De Vitrolles, ville-symbole de la gestion du Front National, Ségolène Royal s'est lancée à la "reconquête républicaine" de l'électorat populaire qui a fait cruellement défaut au Parti socialiste en 2002.

Depuis plusieurs mois, la présidentiable ponctue ses discours devant les militants socialistes d'appels à la responsabilité électorale quatre ans après la qualification de Jean-Marie Le Pen pour le deuxième tour de l'élection présidentielle.

Pour la présidente de Poitou-Charentes, la tentation de l'extrême- droite est toujours "très forte" en France quatre ans après le 21 avril.

"La crise démocratique est profonde (...) car trop de gens ont le sentiment d'être tirés vers le bas et se sentent petit à petit tirés malgré eux vers le rejet de l'autre: ça va être ça l'enjeu de la campagne" présidentielle, a-t-elle expliqué mi-septembre lors du "grand oral" des candidats à la candidature présidentielle socialiste.

Vendredi, son premier grand discours de campagne prononcé à Vitrolles, ville reconquise par le PS en 2002 après quatre années de gestion par les époux Mégret, a été rythmé par le mot "nation", qu'elle ne veut ni "frileuse" ni "apeurée" mais porteuse d'un "projet collectif et solidaire" et d'un "devoir d'invention".

"Quand on demande aux Français ce qui pour eux symbolise la France ce qui vient en premier ce ne sont ni les frontières, ni la langue, c'est le drapeau tricolore et la sécurité sociale, c'est-à-dire l'emblème de la République et les outils de la solidarité.

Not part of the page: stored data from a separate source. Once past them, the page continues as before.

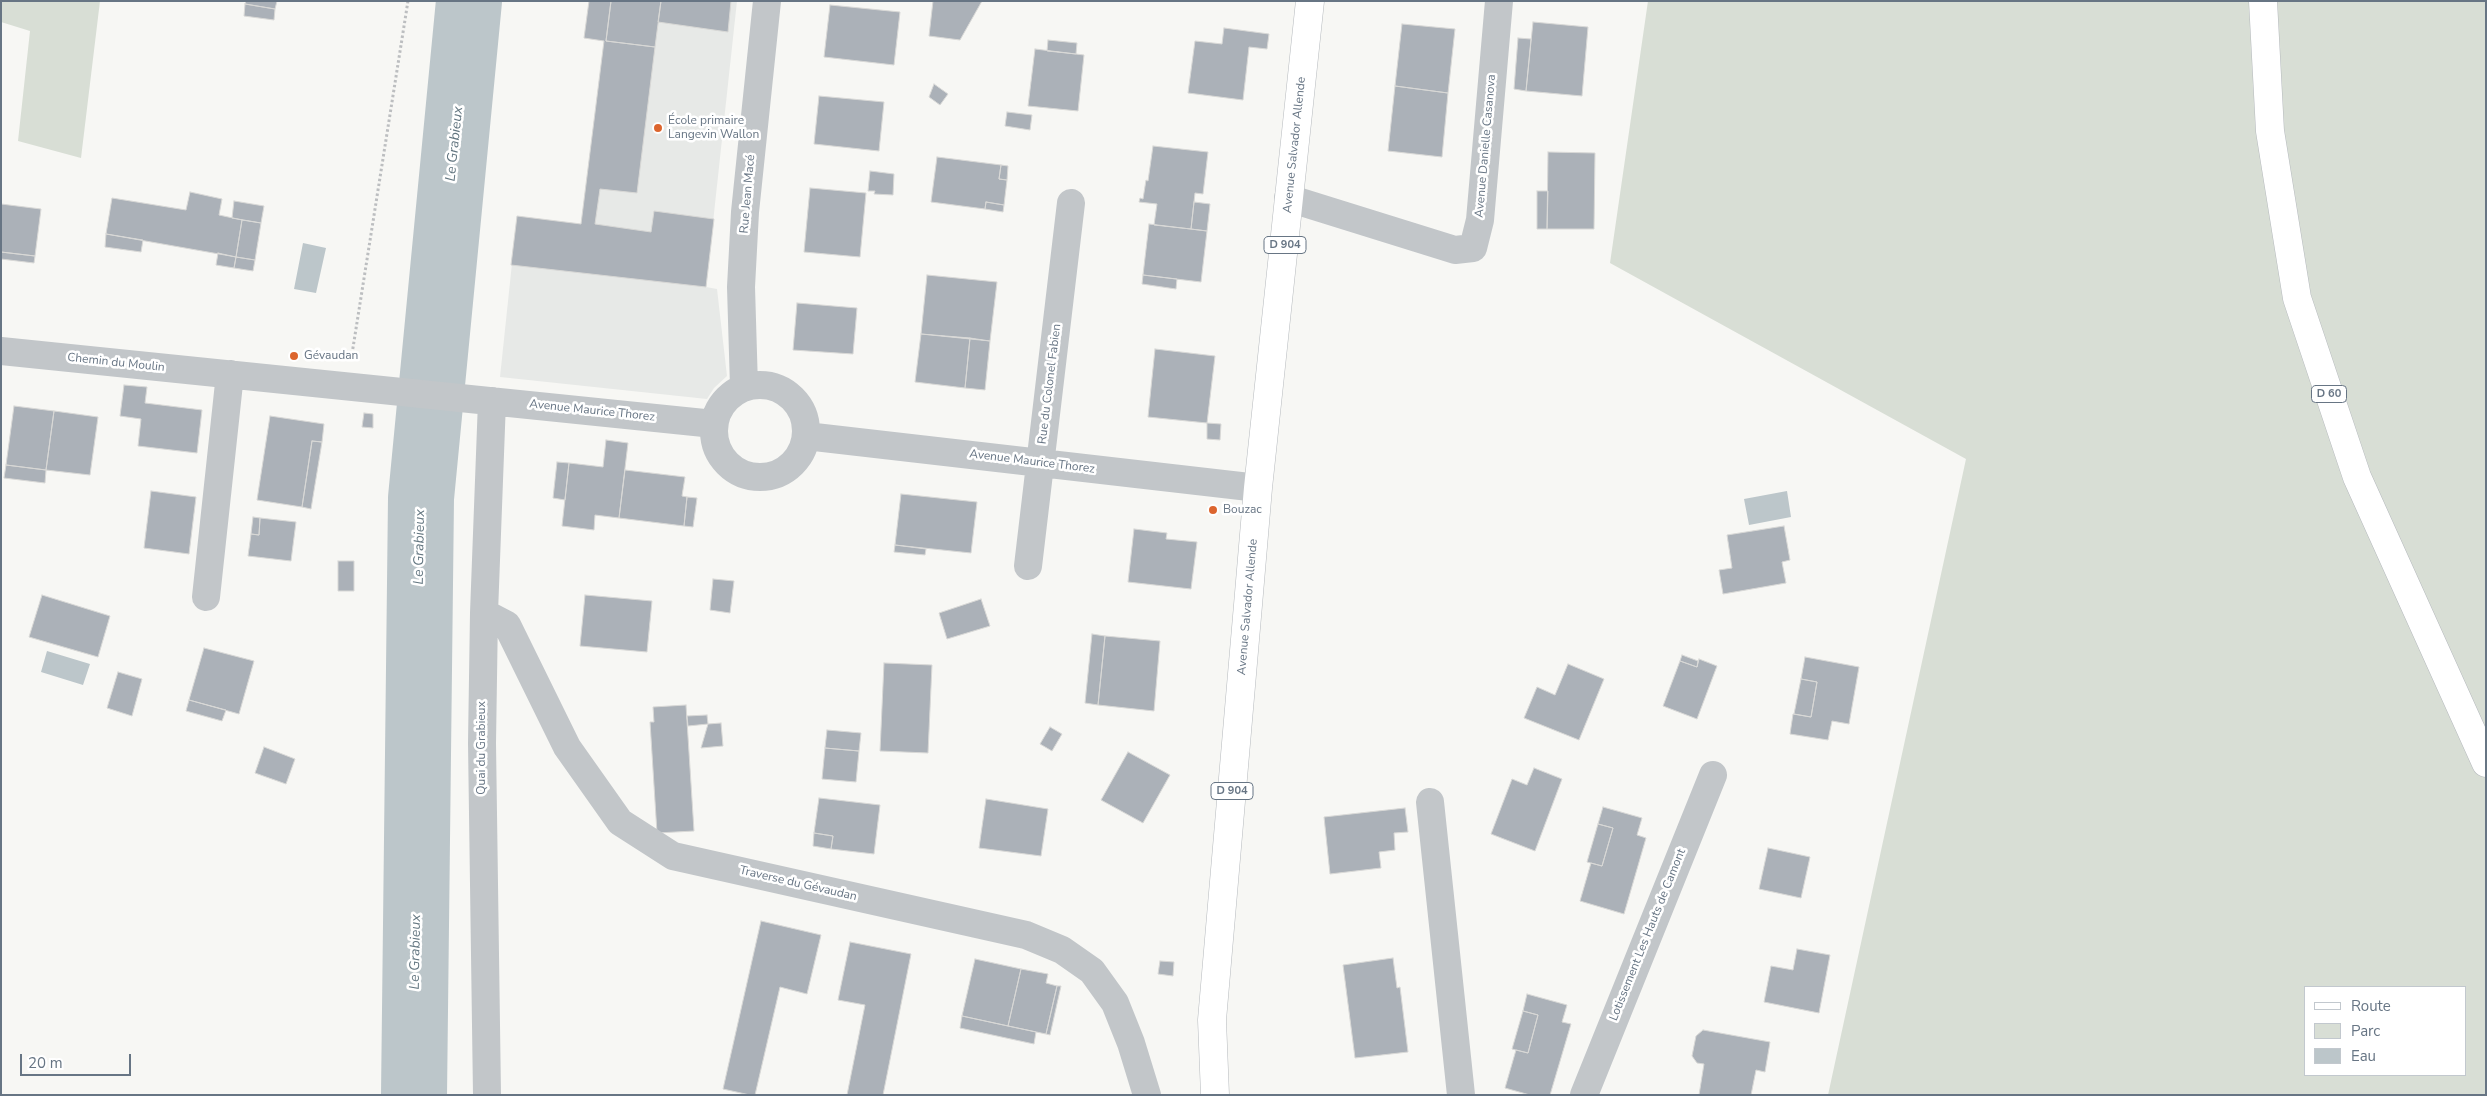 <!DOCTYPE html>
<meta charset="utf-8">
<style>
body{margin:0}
#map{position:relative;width:2487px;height:1096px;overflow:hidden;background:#f7f7f4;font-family:"Nunito Sans",sans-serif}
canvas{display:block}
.frame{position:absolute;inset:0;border:2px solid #677584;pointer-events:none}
.legend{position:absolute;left:2304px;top:986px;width:162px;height:90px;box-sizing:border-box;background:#fff;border:1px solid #c2c8ce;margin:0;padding:6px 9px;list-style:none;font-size:15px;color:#677584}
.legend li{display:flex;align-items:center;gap:10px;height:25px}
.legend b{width:25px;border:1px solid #c2c8ce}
.scale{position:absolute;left:20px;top:1054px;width:111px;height:22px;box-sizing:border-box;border:2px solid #677584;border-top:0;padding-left:6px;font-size:15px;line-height:18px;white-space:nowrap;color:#677584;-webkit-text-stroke:4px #fff;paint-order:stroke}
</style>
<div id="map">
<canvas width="2487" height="1096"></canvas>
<div class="frame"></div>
<ul class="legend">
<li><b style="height:6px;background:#fff"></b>Route</li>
<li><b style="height:14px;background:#d8ded5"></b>Parc</li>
<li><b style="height:14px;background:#bcc6ca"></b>Eau</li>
</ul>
<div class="scale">20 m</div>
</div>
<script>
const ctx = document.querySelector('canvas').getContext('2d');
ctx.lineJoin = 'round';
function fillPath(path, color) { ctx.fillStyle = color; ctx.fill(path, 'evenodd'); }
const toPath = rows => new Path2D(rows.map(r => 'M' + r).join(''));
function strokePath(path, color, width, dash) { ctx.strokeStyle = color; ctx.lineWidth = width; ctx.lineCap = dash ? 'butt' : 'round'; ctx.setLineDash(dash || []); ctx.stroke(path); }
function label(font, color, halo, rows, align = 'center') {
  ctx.font = font + ' "Nunito Sans",sans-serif'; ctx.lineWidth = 5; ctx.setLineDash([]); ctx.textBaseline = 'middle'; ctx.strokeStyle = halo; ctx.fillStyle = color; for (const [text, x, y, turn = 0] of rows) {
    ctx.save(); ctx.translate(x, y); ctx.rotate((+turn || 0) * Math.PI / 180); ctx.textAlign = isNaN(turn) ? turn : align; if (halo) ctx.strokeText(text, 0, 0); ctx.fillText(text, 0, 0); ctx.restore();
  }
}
fillPath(toPath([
 [589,1,737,1,706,287,717,289,727,376,714,388,707,399,500,377,517,216,581,224,604,41,584,38]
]), '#e7e9e7');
fillPath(toPath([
 [1,1,100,1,81,158,18,141,30,31,1,22],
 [1648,1,2486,1,2486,1095,1828,1095,1966,459,1610,263],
 [2306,987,2466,987,2466,1075,2306,1075]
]), '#d8ded5');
fillPath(toPath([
 [303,243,326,248,316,293,294,289],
 [1787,491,1791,517,1749,525,1744,499],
 [47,651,90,664,83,685,41,672]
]), '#bcc6ca');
strokePath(toPath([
 [414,1095,421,498,469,1]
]), '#bcc6ca', 66);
const building = toPath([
 [246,1,277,1,275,9,245,4,246,1],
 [589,1,611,1,606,41,655,47,637,193,600,189,595,224,651,232,654,211,714,219,706,287,511,265,517,216,581,224,604,41,584,38,589,1],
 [611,1,661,1,655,47,606,41,611,1],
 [661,1,731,1,728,32,658,22,661,1],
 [933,1,982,1,960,40,929,36,933,1],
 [245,4,275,9,274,20,244,16,245,4],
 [830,5,900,12,894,65,824,57,830,5],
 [1533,22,1588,27,1582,96,1526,91,1533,22],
 [1402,24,1455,29,1448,93,1395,86,1402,24],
 [1224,28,1269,34,1267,49,1249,47,1243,100,1188,93,1195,41,1222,44,1224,28],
 [1518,38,1531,39,1526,91,1514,89,1518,38],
 [1048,40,1077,43,1076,54,1047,51,1048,40],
 [1035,49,1084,55,1078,111,1028,106,1035,49],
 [934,84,948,94,940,105,929,97,934,84],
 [1395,86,1448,93,1442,157,1388,151,1395,86],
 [819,96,884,102,879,151,814,144,819,96],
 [1007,112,1032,115,1030,130,1005,126,1007,112],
 [1153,146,1208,152,1203,194,1195,193,1191,229,1154,225,1157,204,1139,202,1140,198,1143,199,1146,180,1148,181,1153,146],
 [1548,152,1595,153,1594,229,1547,229,1548,152],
 [937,157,1001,165,999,179,1007,180,1004,205,986,202,985,209,931,202,937,157],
 [1001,165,1008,166,1007,180,999,179,1001,165],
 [870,171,894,174,893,195,874,194,875,191,868,191,870,171],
 [810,188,866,193,860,257,804,252,810,188],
 [1537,191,1548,191,1547,229,1537,229,1537,191],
 [190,192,222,199,219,215,242,220,236,257,106,234,112,198,186,210,190,192],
 [234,201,264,206,261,223,232,218,234,201],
 [986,202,1004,205,1003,212,985,209,986,202],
 [1194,202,1210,204,1207,231,1191,229,1194,202],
 [1,204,41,209,35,256,1,252,1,204],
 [242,220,261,223,255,260,236,257,242,220],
 [1149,224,1207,231,1201,282,1143,275,1149,224],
 [106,234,143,240,141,252,105,247,106,234],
 [1,252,35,256,34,263,1,259,1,252],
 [218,253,236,257,234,268,216,265,218,253],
 [236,257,255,260,253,271,234,268,236,257],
 [927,275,997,282,990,341,921,334,927,275],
 [1143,275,1177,279,1176,289,1142,284,1143,275],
 [797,303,857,308,853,354,793,350,797,303],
 [921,334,970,338,965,388,915,382,921,334],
 [970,338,990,341,985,390,965,388,970,338],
 [1155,349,1215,356,1207,423,1148,417,1155,349],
 [124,385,147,387,145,403,202,410,197,453,138,446,141,419,120,416,124,385],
 [14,406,54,411,46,470,6,465,14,406],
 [54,411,98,417,90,475,46,470,54,411],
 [364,413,373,414,373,428,362,427,364,413],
 [270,416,324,424,322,442,312,441,302,507,257,500,270,416],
 [1207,423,1221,424,1220,440,1207,439,1207,423],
 [606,440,628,443,619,518,595,515,594,530,562,526,569,463,603,467,606,440],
 [312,441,322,442,311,509,302,507,312,441],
 [557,462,569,463,565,500,553,498,557,462],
 [6,465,46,470,45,483,4,478,6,465],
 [625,470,685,477,682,496,687,497,684,526,619,518,625,470],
 [151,491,196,497,189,554,144,548,151,491],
 [901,494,977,502,971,553,895,545,901,494],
 [687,497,697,498,693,527,684,526,687,497],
 [253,517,260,518,259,535,251,534,253,517],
 [260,518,296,522,291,561,248,556,251,534,259,535,260,518],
 [1784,526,1790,560,1782,562,1786,583,1723,594,1719,570,1732,568,1727,535,1784,526],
 [1134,529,1167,533,1166,539,1197,542,1191,589,1128,582,1134,529],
 [895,545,926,549,925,555,894,552,895,545],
 [338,561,354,561,354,591,338,591,338,561],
 [713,579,734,581,730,613,710,610,713,579],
 [42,595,110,616,98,657,29,637,42,595],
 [585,595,652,601,647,652,580,646,585,595],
 [981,599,990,626,947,639,939,613,981,599],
 [1092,634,1105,636,1098,705,1085,703,1092,634],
 [1105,636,1160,641,1154,711,1098,705,1105,636],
 [204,648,254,661,239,714,189,700,204,648],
 [1682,655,1698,661,1697,667,1680,661,1682,655],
 [1805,657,1859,667,1849,724,1832,721,1828,740,1790,734,1793,714,1811,717,1817,682,1801,679,1805,657],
 [1699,659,1717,666,1697,719,1663,706,1680,661,1697,667,1699,659],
 [884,663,932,665,928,753,880,751,884,663],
 [1568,664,1604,679,1579,740,1524,718,1537,687,1555,695,1568,664],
 [118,672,142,679,132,716,107,708,118,672],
 [1801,679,1817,682,1811,717,1794,714,1801,679],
 [189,700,226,710,222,721,186,711,189,700],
 [686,705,694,831,657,833,650,722,654,722,653,707,686,705],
 [707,715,708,724,688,726,687,716,707,715],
 [721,723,723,746,701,748,708,724,721,723],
 [1050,727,1062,734,1052,751,1040,744,1050,727],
 [827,730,861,733,859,751,825,748,827,730],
 [264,747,295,759,286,784,255,773,264,747],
 [825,748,859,751,856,782,822,779,825,748],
 [1128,752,1170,775,1143,823,1101,800,1128,752],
 [1534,768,1562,779,1535,851,1491,834,1512,779,1527,785,1534,768],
 [819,798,880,805,874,854,831,849,833,836,814,833,819,798],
 [986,799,1048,809,1041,856,979,848,986,799],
 [1603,807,1642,818,1637,835,1646,838,1624,914,1580,901,1591,863,1602,866,1613,828,1598,824,1603,807],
 [1405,808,1408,832,1394,833,1395,850,1379,852,1381,868,1330,874,1324,817,1405,808],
 [1598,824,1613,828,1602,866,1587,862,1598,824],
 [814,833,833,836,831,849,813,846,814,833],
 [1768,848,1810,857,1801,898,1759,889,1768,848],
 [761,921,821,935,807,994,780,987,755,1095,750,1095,723,1089,761,921],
 [850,942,911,954,883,1095,847,1095,865,1005,838,1000,850,942],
 [1797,949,1830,955,1819,1013,1764,1002,1771,966,1793,970,1797,949],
 [1393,958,1397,988,1400,987,1408,1052,1355,1058,1343,965,1393,958],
 [975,959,1021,969,1008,1026,962,1016,975,959],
 [1160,961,1174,962,1173,976,1158,974,1160,961],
 [1021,969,1048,974,1046,983,1057,986,1046,1034,1008,1026,1021,969],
 [1057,986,1061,986,1050,1035,1046,1034,1057,986],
 [1527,994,1567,1005,1562,1022,1571,1024,1550,1095,1530,1095,1505,1088,1516,1050,1528,1053,1538,1015,1523,1011,1527,994],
 [1523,1011,1538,1015,1528,1053,1512,1049,1523,1011],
 [962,1016,1036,1032,1034,1044,960,1028,962,1016],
 [1703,1030,1770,1042,1765,1072,1756,1070,1751,1095,1699,1095,1704,1064,1697,1063,1692,1056,1696,1036,1703,1030]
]);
fillPath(building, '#abb1b8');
strokePath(building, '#d8d8d6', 1);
const primary = toPath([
 [2263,1,2270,131,2297,298,2357,477,2486,763],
 [1215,1095,1212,1020,1248,605,1258,488,1310,1]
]);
strokePath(primary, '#b5b9bd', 29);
strokePath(toPath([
 [352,354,408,1]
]), '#bcbec0', 3, [2.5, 2.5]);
strokePath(toPath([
 [1288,198,1455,250,1473,248,1480,220,1499,1],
 [1,351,714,424],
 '714 431a46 46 0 1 1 92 0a46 46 0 1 1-92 0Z',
 [744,387,741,287,745,212,767,1],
 [806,436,1258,488],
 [1028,566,1071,203],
 [206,597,230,374],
 [484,613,507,625,567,747,620,822,673,856,1026,935,1062,950,1092,971,1115,1003,1131,1043,1147,1095],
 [1430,802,1461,1095],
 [487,1095,482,743,484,613,492,401],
 [1584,1095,1713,775]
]), '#c2c6c9', 28);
strokePath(primary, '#fff', 28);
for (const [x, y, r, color] of [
 [658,128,5,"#dc652e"],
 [294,356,5,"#dc652e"],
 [1213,510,5,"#dc652e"]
]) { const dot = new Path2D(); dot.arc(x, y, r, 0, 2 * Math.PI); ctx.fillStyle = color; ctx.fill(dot); strokePath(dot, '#fff', 2); }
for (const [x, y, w] of [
 [1285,245,42],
 [2329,394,35],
 [1232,791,42]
]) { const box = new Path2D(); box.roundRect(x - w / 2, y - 8.5, w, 17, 4); ctx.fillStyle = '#fff'; ctx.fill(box); strokePath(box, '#677584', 1); }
label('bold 11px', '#677584', null, [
 ["D 904",1285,245],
 ["D 60",2329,394],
 ["D 904",1232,791]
]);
label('12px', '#677584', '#fff', [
 ["École primaire",668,121],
 ["Langevin Wallon",668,135],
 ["Gévaudan",304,356],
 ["Bouzac",1223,510]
], 'left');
label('12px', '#677584', '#fff', [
 ["Avenue Salvador Allende",1295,145,-84],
 ["Avenue Danielle Casanova",1486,146,-85],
 ["Rue Jean Macé",748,194,-85],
 ["Chemin du Moulin",116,363,6],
 ["Rue du Colonel Fabien",1050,384,-83],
 ["Avenue Maurice Thorez",592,411,6],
 ["Avenue Maurice Thorez",1032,462,7],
 ["Avenue Salvador Allende",1248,607,-85],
 ["Quai du Grabieux",482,748,-90],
 ["Traverse du Gévaudan",798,884,13],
 ["Lotissement Les Hauts de Camont",1648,935,-68]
]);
label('italic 14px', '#637680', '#fff', [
 ["Le Grabieux",455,144,-84],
 ["Le Grabieux",420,547,-89],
 ["Le Grabieux",416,952,-89]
]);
</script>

Voilà ce qui cimente en premier lieu l'appartenance commune!", a-t-elle lancé aux 2.000 militants venus l'écouter se lancer dans la course à l'investiture.

NATION ÉGALITAIRE ET SOCIALE

Pour la politologue Mariette Sineau, le choix du lieu et des mots sont "très très habiles" de la part de la favorite des sondages, qui sur cette stratégie - séduire les électeurs qui se sont portés sur le vote Front national - rejoint Nicolas Sarkozy, probable candidat de l'UMP à la présidentielle.

La force de Ségolène Royal est à ses yeux "de ne pas avoir peur de prononcer le mot nation" comme elle n'a pas hésité à parler d'encadrement militaire pour les délinquants ou à remettre en cause les 35 heures.

"On pourrait résumer sa formule en disant l'extrême-droite n'a pas le monopole de la Nation", sur le modèle de l'expression de Valéry Giscard d'Estaing, qui déniait à la gauche le "monopole du coeur", ajoute-t-elle, tout en dénichant quelques expressions "populistes" dans le discours de l'élue socialiste telles que "les Français ont mal à la France".

"Je crois que la Nation dans le monde d'aujourd'hui est protectrice des individus et doit apporter à chacun le renfort dont il a besoin pour maîtriser sa vie", a souligné Ségolène Royal à Vitrolles.

Par ce discours égalitaire et social, la présidentiable se démarque du discours du président de l'UMP et parle autant aux anciens partisans de Jean-Pierre Chevènement qu'aux électeurs "gaucho- lepénistes", selon les mots de Pascal Perrineau, directeur du CEVIPOF.

Ségolène Royal a également ponctué son allocution de références aux grands noms du socialisme français - Mitterrand ou Jaurès - et n'a pas hésité à emprunter deux formules fortes aux présidents démocrates américains, Franklin Roosevelt et John Kennedy ("Nouvelle donne", version française du New Deal et "Demandons-nous ce que nous pouvons faire pour notre pays").

DOCTRINE RÉNOVÉE

Elle est non seulement en train de tirer les leçons du 21 avril 2002 mais également du "non" au référendum "en disant qu'on a délaissé l'idée de la solidarité nationale", affirme de son côté l'analyste politique Dominique Reynié, auteur du "Vertige social-nationaliste. La gauche du 'non'".

Le discours de Vitrolles "est la première interprétation de la période 2002-2005 que je trouve dans la bouche d'un responsable politique en particulier socialiste et c'est pour ça que ça peut marcher", explique-t-il.

En récupérant "tout un héritage oublié de la gauche française sur l'autorité", elle veut "fermer la parenthèse de 68, en finir avec l'idée que le concept-clé c'est la liberté. Pour elle c'est plutôt l'égalité".

Sur le plan doctrinaire, estime Dominique Reynié, Ségolène Royal est en train de "ramasser la mise".

Depuis la disparition de François Mitterrand, en 1996, le Parti socialiste n'a pas été capable de générer "un leader reconnu, respecté et porteur d'une doctrine rénovant le Parti socialiste".

"Elle arrive par l'extérieur, par l'opinion publique parce que le Parti socialiste ne l'aurait jamais laissée émerger et elle vient avec des éléments de doctrine qui font pousser des hauts cris par ceux qui n'ont pas été capables ou d'en définir une ou de tenir la même qu'elle".